Legend has it that sushi is the original "finger food," first enjoyed by Japanese card players hundreds of years ago. It is said that seaweed paper was rolled on the outside of the sushi to avoid "sticky fingers" while playing!

Types of Sushi
Although there are many different ways to prepare sushi, the two most popular varieties are:
  • Nigiri-Zushi: Rectangular bars of vinegared rice are topped with a dab of Wasabe (Japanese horseradish) and a thin slice of fresh raw fish.
  • Maki-Zushi: A sheet of seaweed paper is coated with vinegared rice and fresh raw fish. Vegetables are placed in the center, and then rolled and sliced.
Sushi Accompaniment
Visitors to our sushi bar enjoy "condiments" with their sushi. They might not realize that each accompaniment has a specific purpose other than just simple flavoring:
  • Ga: This is a thinly sliced pickled ginger. It should be eaten a little at a time between varieties of sushi to freshen the palate.
  • Wasabe: This is green Japanese horseradish. It is made from a green knobby root that is ground into a powder. Wasabe is a very powerful seasoning that makes the "fishy" taste of sushi disappear by momentarily paralyzing the mouth.
  • Soy: This salty sipping sauce has historical significance. Its flavor reminds us of what sushi tasted like when the preparation was merely used as an act of conservation.
  • Ocha (agari): This is Japanese green tea. It is very refreshing, rinsing the mouth and tongue of fat build-up from the fish. For this reason, plenty of tea is served in a large mug.
Sushi Etiquette
Sushi was originally a finger food. While chopsticks are often used, they are by no means mandatory, nor are they as easy to manage as fingers!

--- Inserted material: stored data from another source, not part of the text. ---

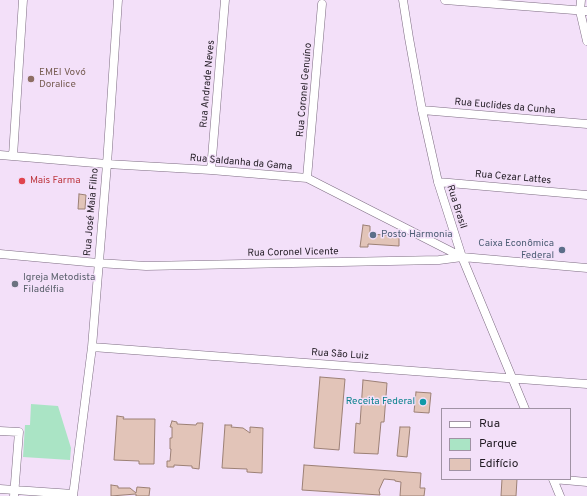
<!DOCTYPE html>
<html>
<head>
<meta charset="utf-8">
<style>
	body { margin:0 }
	#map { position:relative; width:587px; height:496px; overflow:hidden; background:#f3e0f9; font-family:Overpass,sans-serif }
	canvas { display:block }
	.legend { position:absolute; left:441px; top:408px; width:130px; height:72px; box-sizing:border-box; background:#f3e0f9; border:1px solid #a092a4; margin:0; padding:5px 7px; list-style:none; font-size:12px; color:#231d25 }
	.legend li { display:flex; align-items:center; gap:8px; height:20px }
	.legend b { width:20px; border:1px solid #a092a4 }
</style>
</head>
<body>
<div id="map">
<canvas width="587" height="496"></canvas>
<ul class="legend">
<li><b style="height:5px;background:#fff"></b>Rua</li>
<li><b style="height:11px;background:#aae4c5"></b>Parque</li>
<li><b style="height:11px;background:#e2c4b8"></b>Edifício</li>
</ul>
</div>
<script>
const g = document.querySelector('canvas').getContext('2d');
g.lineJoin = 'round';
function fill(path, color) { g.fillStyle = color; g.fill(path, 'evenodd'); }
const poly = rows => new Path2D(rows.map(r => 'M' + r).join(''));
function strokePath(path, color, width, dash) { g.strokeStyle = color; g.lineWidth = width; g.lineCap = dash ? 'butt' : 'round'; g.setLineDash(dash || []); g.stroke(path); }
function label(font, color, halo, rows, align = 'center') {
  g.font = font + ' Overpass,sans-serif'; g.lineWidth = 3; g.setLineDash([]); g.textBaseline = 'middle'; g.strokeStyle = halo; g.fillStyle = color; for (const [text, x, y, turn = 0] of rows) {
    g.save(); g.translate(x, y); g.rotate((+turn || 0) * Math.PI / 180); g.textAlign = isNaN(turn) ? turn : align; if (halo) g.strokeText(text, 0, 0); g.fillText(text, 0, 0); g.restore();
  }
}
const green = poly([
	[31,404,58,406,71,448,70,460,23,457,25,425,30,425]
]);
const building = poly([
	[79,194,86,195,85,209,78,209,79,194],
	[363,225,370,226,370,234,399,236,399,246,368,244,368,247,360,247,363,225],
	[320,377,345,379,339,450,314,448,320,377],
	[363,380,387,383,384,422,381,422,378,454,354,453,356,423,360,424,363,380],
	[416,392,431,393,429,413,414,412,416,392],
	[117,416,124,417,123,419,155,419,154,464,139,464,139,461,114,460,117,416],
	[172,421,177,422,177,424,196,425,197,423,203,423,199,469,192,468,192,466,174,465,174,467,167,467,167,461,170,461,171,449,170,449,170,438,172,438,172,427,170,427,172,421],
	[225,425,232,425,231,427,243,428,250,433,250,427,263,428,262,473,247,472,247,469,222,468,225,425],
	[400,427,410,427,407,457,397,456,400,427],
	[304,465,421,473,420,488,425,488,424,496,400,496,401,482,395,481,395,480,384,479,379,490,380,495,302,490,304,465],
	[502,479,517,479,516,496,501,496,502,479],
	[111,485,118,486,118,488,130,488,136,493,137,487,150,488,149,496,136,496,136,494,111,496,111,485]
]);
const minor = poly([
	[403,0,409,38,422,110,438,182,462,257,525,409],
	[445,0,587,11],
	[581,0,580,11,587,41],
	[422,110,587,124],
	[0,155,107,164,211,170,307,178,462,257],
	[13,156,23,0],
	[211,170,225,0],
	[307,178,322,4],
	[438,182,587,195],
	[0,254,98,263,146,266,439,260,462,257,587,268],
	[92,347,587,384],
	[0,431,19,432,14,496],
	[553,479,587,482],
	[553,479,560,496],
	[0,489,73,494],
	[73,496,92,347,107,164,118,0]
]);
const markers = [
	[31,79,4,"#8d6e63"],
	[22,181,4,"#e0444e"],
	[373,235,4,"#5c6f8a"],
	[562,250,4,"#5c6f8a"],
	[15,284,4,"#6b7280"],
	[423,402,4,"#0f9aa8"]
];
const educationNames = [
	["EMEI Vovó",39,73],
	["Doralice",39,85]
];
const streetNames = [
	["Rua Andrade Neves",208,84,-85],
	["Rua Coronel Genuíno",305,90,-85],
	["Rua Euclides da Cunha",505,107,5],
	["Rua Saldanha da Gama",241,163,5],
	["Rua Cezar Lattes",513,178,5],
	["Rua Brasil",456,207,72],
	["Rua José Maia Filho",92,212,-85],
	["Rua Coronel Vicente",293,253,-1],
	["Rua São Luiz",340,355,4]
];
const healthNames = [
	["Mais Farma",30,181]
];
const serviceNames = [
	["Posto Harmonia",381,235],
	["Caixa Econômica",554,244,"right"],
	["Federal",554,256,"right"]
];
const worshipNames = [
	["Igreja Metodista",23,278],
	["Filadélfia",23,290]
];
const cultureNames = [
	["Receita Federal",415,402]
];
fill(green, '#aae4c5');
fill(building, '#e2c4b8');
strokePath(building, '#9c8075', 1);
strokePath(minor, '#7d6c82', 9);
strokePath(minor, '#fff', 8);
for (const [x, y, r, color] of markers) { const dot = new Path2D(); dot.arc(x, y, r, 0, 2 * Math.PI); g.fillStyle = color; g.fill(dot); strokePath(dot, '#f3e0f9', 1.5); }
label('10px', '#785e54', '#f3e0f9', educationNames, 'left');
label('10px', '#231d25', '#f3e0f9', streetNames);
label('10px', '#be3a42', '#f3e0f9', healthNames, 'left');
label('10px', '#4e5e75', '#f3e0f9', serviceNames, 'left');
label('10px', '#5b616d', '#f3e0f9', worshipNames, 'left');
label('10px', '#0d838f', '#f3e0f9', cultureNames, 'right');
</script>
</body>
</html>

To eat sushi, pick it up at one end, turn it upside down, and lightly dip it in the soy sauce. The fish should always hit your taste buds first, not the rice.

Fondness for soy sauce leads some people to soak the rice part of the sushi in it. This is not recommended as it makes the rice fall apart and obliterates the flavor of both the rice and topping. Soy sauce should act as a complement to the foods with which it is eaten.

In addition to green tea and sake, beer is also excellent with sushi.